Request → Borrow connection → Query → Return to pool (fast)
Popular: PgBouncer (PostgreSQL), HikariCP (Java), SQLAlchemy pool (Python)
Key settings:
min_connections: 5
max_connections: 100
connection_timeout: 30s
idle_timeout: 600s
Read/Write Splitting
Route write queries to primary, read queries to replicas.
Dramatically improves read throughput for read-heavy workloads.
Application Layer:
if query.is_write():
use primary_db
else:
use replica_db # round-robin across replicas
Networking & Communication
HTTP vs HTTPS vs HTTP/2 vs HTTP/3
HTTP/1.1:
→ Text-based, one request per connection (keep-alive helps)
→ Head-of-line blocking
HTTP/2:
→ Binary protocol, multiplexing (multiple requests over one connection)
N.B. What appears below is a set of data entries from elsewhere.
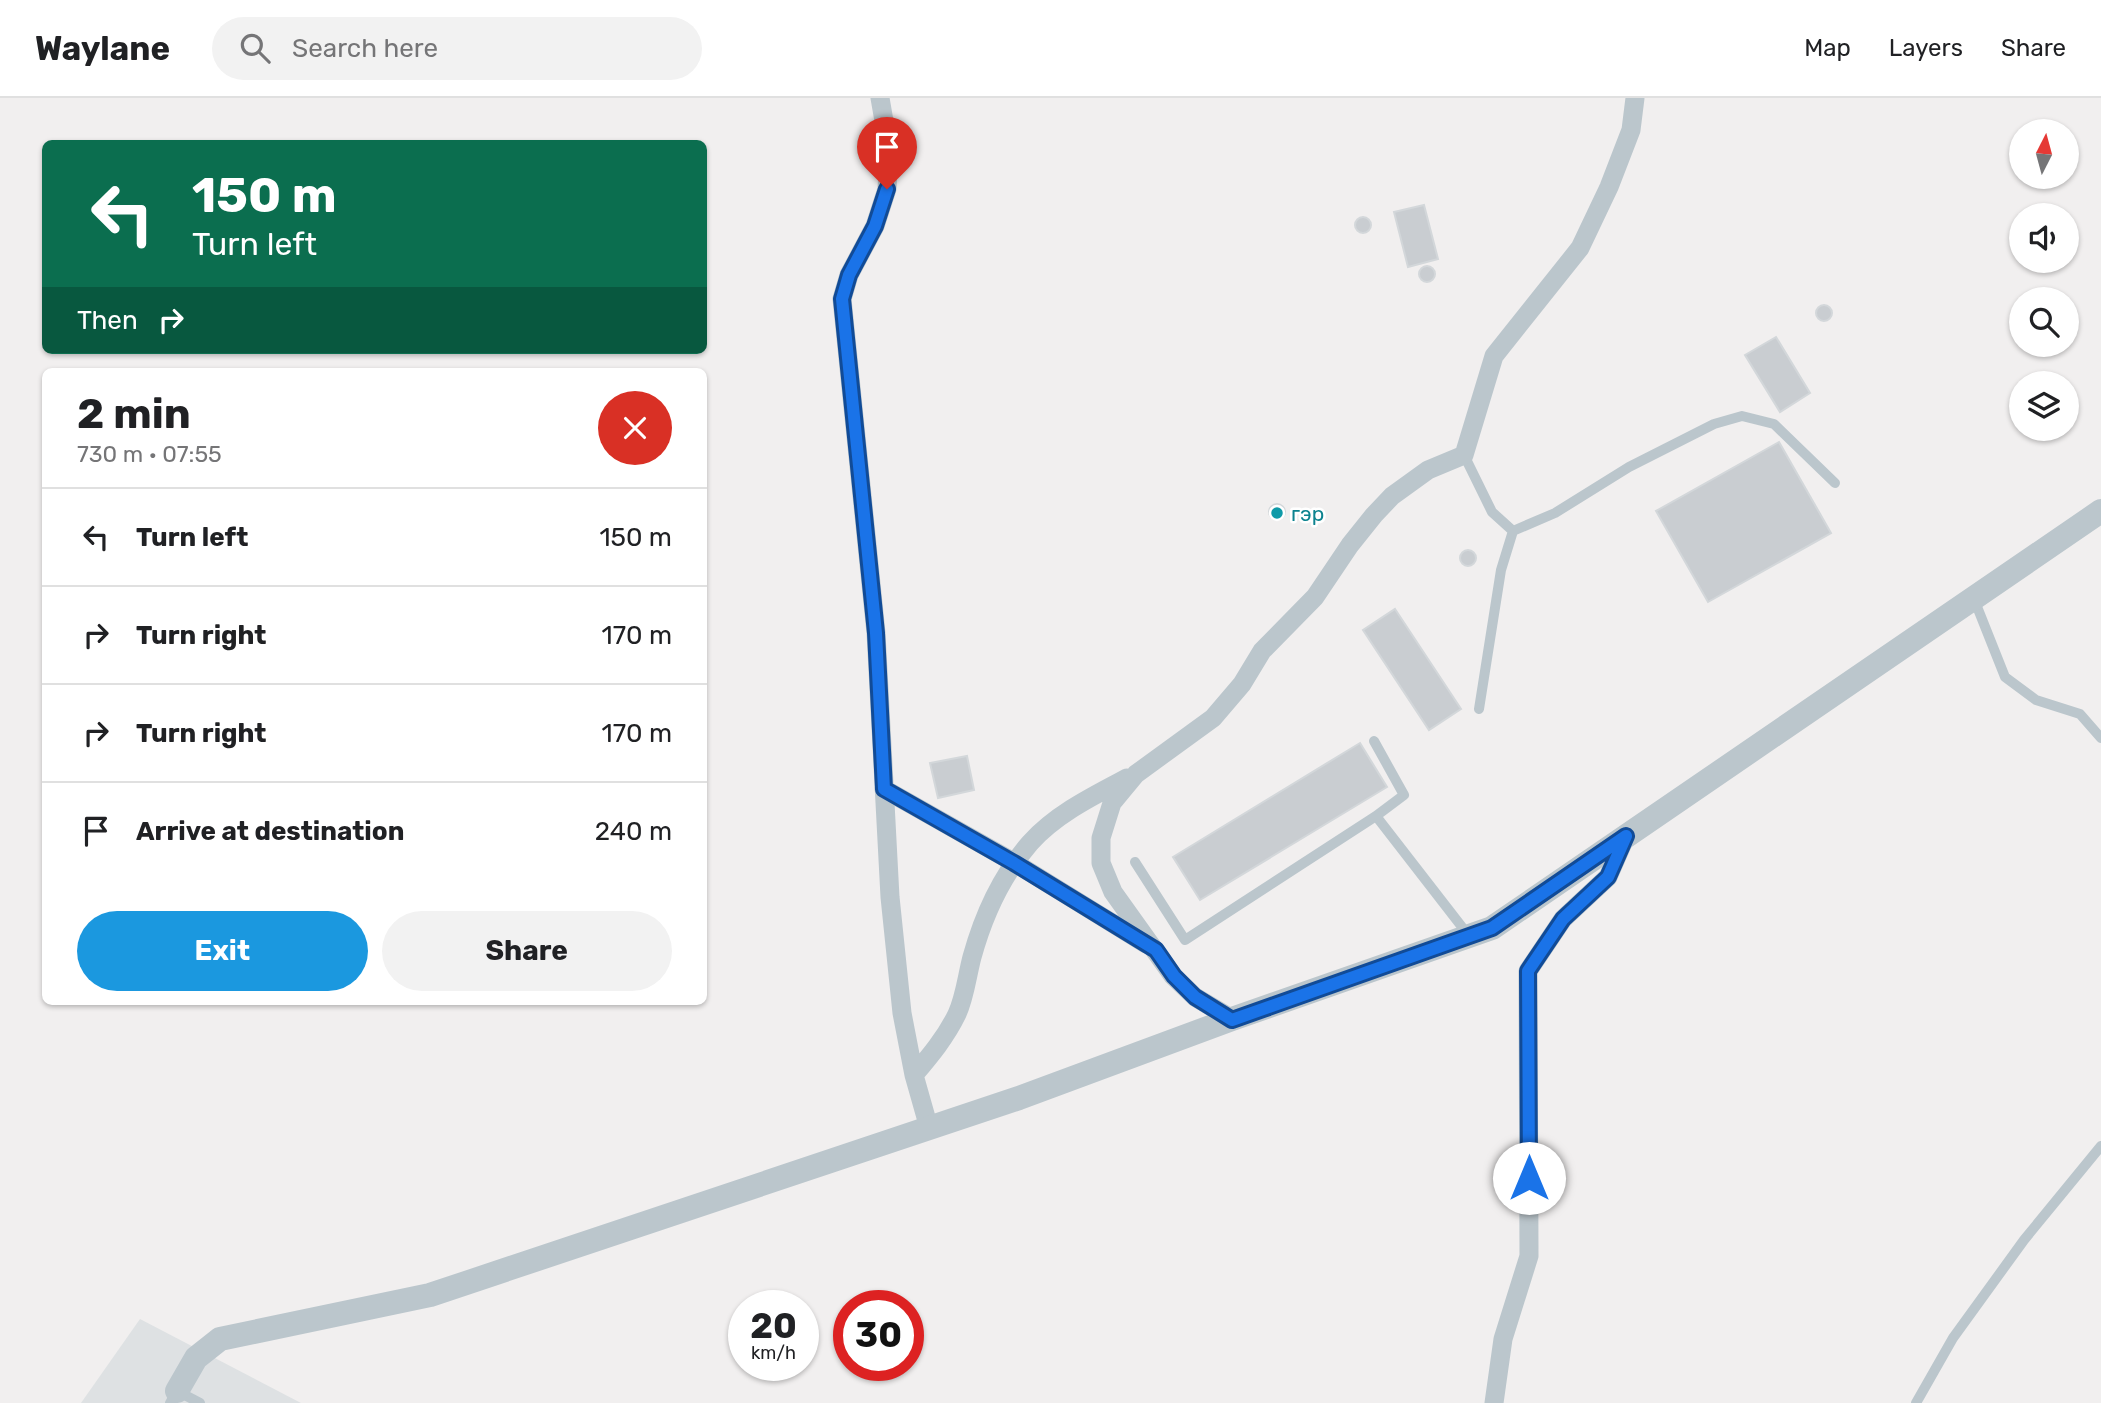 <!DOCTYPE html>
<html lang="en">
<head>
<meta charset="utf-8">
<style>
	:root { --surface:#fff; --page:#f2f2f2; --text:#202124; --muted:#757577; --line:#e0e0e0; --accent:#1b98df }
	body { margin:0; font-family:Rubik,sans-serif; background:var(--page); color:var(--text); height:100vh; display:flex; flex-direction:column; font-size:26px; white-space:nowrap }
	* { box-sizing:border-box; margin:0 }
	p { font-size:23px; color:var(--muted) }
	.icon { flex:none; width:38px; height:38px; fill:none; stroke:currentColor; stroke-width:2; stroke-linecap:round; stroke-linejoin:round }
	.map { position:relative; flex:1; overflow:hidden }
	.details { position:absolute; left:42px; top:270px; width:665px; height:637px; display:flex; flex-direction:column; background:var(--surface); border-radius:10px; box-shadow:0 2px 5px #0004 }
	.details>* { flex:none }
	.guide { position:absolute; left:42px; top:42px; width:665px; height:214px; border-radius:10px; box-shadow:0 2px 5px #0004; background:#0b6e4f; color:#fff; overflow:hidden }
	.needle { width:46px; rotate:6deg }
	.tools { position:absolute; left:2009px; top:21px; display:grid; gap:14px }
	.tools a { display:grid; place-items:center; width:70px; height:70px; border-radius:50%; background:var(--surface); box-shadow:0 2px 5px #0004; font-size:35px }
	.speed { position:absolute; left:728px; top:1192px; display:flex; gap:14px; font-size:35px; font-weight:700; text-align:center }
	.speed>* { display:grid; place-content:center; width:91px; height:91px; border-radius:50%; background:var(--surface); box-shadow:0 2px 5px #0004; line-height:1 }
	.speed small { font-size:18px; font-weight:400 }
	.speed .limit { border:10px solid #d22; background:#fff; color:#111 }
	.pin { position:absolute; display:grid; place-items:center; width:60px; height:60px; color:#fff; margin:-72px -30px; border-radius:50% 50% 50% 0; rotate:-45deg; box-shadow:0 0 7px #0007 }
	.pin .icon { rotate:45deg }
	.me { position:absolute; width:77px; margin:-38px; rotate:0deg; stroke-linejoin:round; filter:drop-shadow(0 0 5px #0008) }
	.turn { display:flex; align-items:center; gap:24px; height:147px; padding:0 35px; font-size:32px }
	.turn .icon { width:91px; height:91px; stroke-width:2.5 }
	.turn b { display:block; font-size:49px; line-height:60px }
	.then { display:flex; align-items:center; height:66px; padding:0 35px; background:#0003; gap:14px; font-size:26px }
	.round { display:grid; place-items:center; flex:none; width:74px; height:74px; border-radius:37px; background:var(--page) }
	.headline { display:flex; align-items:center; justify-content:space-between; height:119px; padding:0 35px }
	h1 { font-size:42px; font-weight:700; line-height:52px }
	.primary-button { display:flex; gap:14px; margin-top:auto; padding:14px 35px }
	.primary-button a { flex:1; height:80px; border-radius:42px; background:var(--accent); color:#fff; font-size:28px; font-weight:700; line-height:80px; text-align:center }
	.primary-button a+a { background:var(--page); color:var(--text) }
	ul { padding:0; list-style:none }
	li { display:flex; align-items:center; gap:21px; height:98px; padding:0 35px; border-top:2px solid var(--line) }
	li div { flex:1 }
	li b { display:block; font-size:26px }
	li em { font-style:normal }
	header { display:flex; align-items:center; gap:42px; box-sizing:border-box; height:98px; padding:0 35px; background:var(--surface); border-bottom:2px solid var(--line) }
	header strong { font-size:33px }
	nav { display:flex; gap:38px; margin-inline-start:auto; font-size:24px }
	.search { width:490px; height:63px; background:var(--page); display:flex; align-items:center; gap:18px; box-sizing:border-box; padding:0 24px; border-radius:38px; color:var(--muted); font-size:26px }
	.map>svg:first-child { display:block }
</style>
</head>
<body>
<header>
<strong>Waylane</strong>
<div class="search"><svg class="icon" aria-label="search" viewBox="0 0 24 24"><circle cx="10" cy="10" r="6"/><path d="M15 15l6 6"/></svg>Search here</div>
<nav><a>Map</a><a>Layers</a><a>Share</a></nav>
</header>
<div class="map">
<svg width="2101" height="1305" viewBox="0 0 2101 1305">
	<rect width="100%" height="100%" fill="#f1efef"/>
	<path fill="#dee1e3" d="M 140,1221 L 301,1305 L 81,1305 Z"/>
	<path fill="#c9cdd1" stroke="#d3d7da" stroke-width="2" d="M 1424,107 L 1438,161 L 1408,169 L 1394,114 Z
		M1355 127a8 8 0 1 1 16 0a8 8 0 1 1-16 0Z
		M1419 176a8 8 0 1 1 16 0a8 8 0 1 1-16 0Z
		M1816 215a8 8 0 1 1 16 0a8 8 0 1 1-16 0Z
		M 1776,239 L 1810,295 L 1780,314 L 1745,257 Z
		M 1779,344 L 1831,435 L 1708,504 L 1656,413 Z
		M1269 414a8 8 0 1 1 16 0a8 8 0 1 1-16 0Z
		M1460 460a8 8 0 1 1 16 0a8 8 0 1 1-16 0Z
		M 1395,511 L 1461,611 L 1429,632 L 1363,532 Z
		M 1360,645 L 1387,689 L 1200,802 L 1173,759 Z
		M 967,658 L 974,692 L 938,700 L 930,665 Z"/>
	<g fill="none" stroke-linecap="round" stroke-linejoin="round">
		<path stroke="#bbc6cc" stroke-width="10" d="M 1464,357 L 1492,414 L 1513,433
			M 1974,501 L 2005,579 L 2036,602 L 2080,616 L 2101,640
			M 1479,611 L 1501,472 L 1513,433 L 1555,415 L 1629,369 L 1714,326 L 1742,318 L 1774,326 L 1835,385
			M 1374,643 L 1404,697 L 1376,718 L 1469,838
			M 1135,764 L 1185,842 L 1376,718
			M 170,1305 L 177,1293 L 200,1305
			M 1916,1305 L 1953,1240 L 2024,1142 L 2101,1048"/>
		<path stroke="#bbc6cc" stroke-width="19" d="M 880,0 L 889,52 L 887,91 L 875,128 L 849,177 L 842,201 L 876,535 L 890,799 L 902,915 L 914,977 L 929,1030
			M 884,691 L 1015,765 L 1146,846
			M 1232,921 L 1195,899 L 1173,878 L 1113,794 L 1101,765 L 1101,740 L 1112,705 L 1136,676 L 1213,620 L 1242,586 L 1262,553 L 1315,499 L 1350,447 L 1374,417 L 1392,398 L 1428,372 L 1464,357 L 1494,258 L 1580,150 L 1609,89 L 1631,32 L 1635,0
			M 914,977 C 930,958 946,939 957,916 C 965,899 967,878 972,859 C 983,819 1002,777 1030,745 C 1056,716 1093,698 1127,680
			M 1494,1305 L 1503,1241 L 1529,1158 L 1528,873 L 1563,821 L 1608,779 L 1626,738"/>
		<path stroke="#bbc6cc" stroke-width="24" d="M 177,1293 L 196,1260 L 220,1241 L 430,1197 L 1019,1000 L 1232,921 L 1492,830 L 2101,413"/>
	</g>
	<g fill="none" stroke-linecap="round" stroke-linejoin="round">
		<defs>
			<path id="route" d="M 887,91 L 875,128 L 849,177 L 842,201 L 876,535 L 884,691 L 1014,765 L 1156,852 L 1174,878 L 1195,899 L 1232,922 L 1492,830 L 1626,738 L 1608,779 L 1563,821 L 1528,873 L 1529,1080"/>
		</defs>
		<use href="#route" stroke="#114b97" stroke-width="18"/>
		<use href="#route" stroke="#1a73e8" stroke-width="12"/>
	</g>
	<circle fill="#0f9aa8" stroke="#fff" stroke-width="2.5" cx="1277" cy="415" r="7"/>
	<g text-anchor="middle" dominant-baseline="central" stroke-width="5" stroke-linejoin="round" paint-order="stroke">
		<g font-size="21" fill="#0d838f" stroke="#fff" text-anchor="start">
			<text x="1291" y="415">гэр</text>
		</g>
	</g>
</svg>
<div class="tools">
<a><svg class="needle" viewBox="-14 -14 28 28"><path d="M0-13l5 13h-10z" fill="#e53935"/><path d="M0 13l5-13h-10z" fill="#757577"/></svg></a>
<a><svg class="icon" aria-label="sound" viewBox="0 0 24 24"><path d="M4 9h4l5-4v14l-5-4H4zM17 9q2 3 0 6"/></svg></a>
<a><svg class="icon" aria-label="search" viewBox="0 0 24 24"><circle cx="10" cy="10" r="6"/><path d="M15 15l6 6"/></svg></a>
<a><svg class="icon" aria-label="layers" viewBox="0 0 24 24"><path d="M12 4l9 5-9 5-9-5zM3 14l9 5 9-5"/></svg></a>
</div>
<div class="speed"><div>20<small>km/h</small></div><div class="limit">30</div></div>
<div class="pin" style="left:887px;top:91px;background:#d93025"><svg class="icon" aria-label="arrive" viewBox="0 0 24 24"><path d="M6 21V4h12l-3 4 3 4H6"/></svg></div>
<svg class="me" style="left:1529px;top:1080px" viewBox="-20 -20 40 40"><circle r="19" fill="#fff"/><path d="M0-13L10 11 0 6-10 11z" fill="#1a73e8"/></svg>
<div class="guide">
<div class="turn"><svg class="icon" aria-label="left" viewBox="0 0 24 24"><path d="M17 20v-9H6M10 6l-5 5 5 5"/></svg><div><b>150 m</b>Turn left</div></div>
<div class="then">Then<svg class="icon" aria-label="right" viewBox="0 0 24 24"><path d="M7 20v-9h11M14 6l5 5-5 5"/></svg></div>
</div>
<section class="details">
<div class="headline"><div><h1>2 min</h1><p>730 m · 07:55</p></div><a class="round" style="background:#d93025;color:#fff"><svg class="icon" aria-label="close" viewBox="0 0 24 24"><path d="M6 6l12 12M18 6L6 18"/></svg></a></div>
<ul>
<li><svg class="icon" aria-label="left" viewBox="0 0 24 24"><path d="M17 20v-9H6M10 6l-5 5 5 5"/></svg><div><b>Turn left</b></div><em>150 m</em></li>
<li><svg class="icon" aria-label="right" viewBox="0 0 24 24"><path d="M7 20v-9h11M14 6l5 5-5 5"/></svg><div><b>Turn right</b></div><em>170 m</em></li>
<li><svg class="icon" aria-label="right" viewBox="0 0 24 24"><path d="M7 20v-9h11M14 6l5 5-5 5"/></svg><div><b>Turn right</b></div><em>170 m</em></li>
<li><svg class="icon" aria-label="arrive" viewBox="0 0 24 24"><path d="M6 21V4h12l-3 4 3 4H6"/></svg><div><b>Arrive at destination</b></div><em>240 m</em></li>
</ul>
<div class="primary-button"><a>Exit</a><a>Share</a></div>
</section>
</div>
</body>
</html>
→ Header compression (HPACK)
→ Server push
→ Still TCP-based (TCP HOL blocking)
HTTP/3:
→ Built on QUIC (UDP-based)
→ Eliminates TCP head-of-line blocking
→ Faster connection setup (0-RTT)
→ Better for mobile/lossy networks
HTTPS:
→ HTTP + TLS encryption
→ Prevents eavesdropping and MITM attacks
→ TLS 1.3 is current standard
REST vs GraphQL vs gRPC
REST:
Protocol: HTTP/1.1 or HTTP/2
Format: JSON/XML
Pros: Simple, widely understood, cacheable
Cons: Over-fetching, under-fetching, multiple round trips
Use When: Public APIs, CRUD operations
GraphQL:
Protocol: HTTP
Format: JSON
Pros: Fetch exactly what you need, single endpoint, strongly typed
Cons: Complex caching, N+1 query problem, learning curve
Use When: Mobile apps, complex data requirements, BFF pattern
gRPC:
Protocol: HTTP/2
Format: Protocol Buffers (binary)
Pros: Very fast, strongly typed, streaming support, code generation
Cons: Not human-readable, browser support limited
Use When: Internal microservice communication, low-latency systems
WebSockets vs Long Polling vs SSE
Short Polling:
Client → Request every N seconds → Server
Pros: Simple
Cons: Wasteful, high latency
Long Polling:
Client → Request → Server holds until data available → Response
Client immediately sends next request
Pros: Near real-time, works everywhere
Cons: Server holds connections, overhead per message
WebSockets:
Client ↔ Server (persistent bidirectional connection)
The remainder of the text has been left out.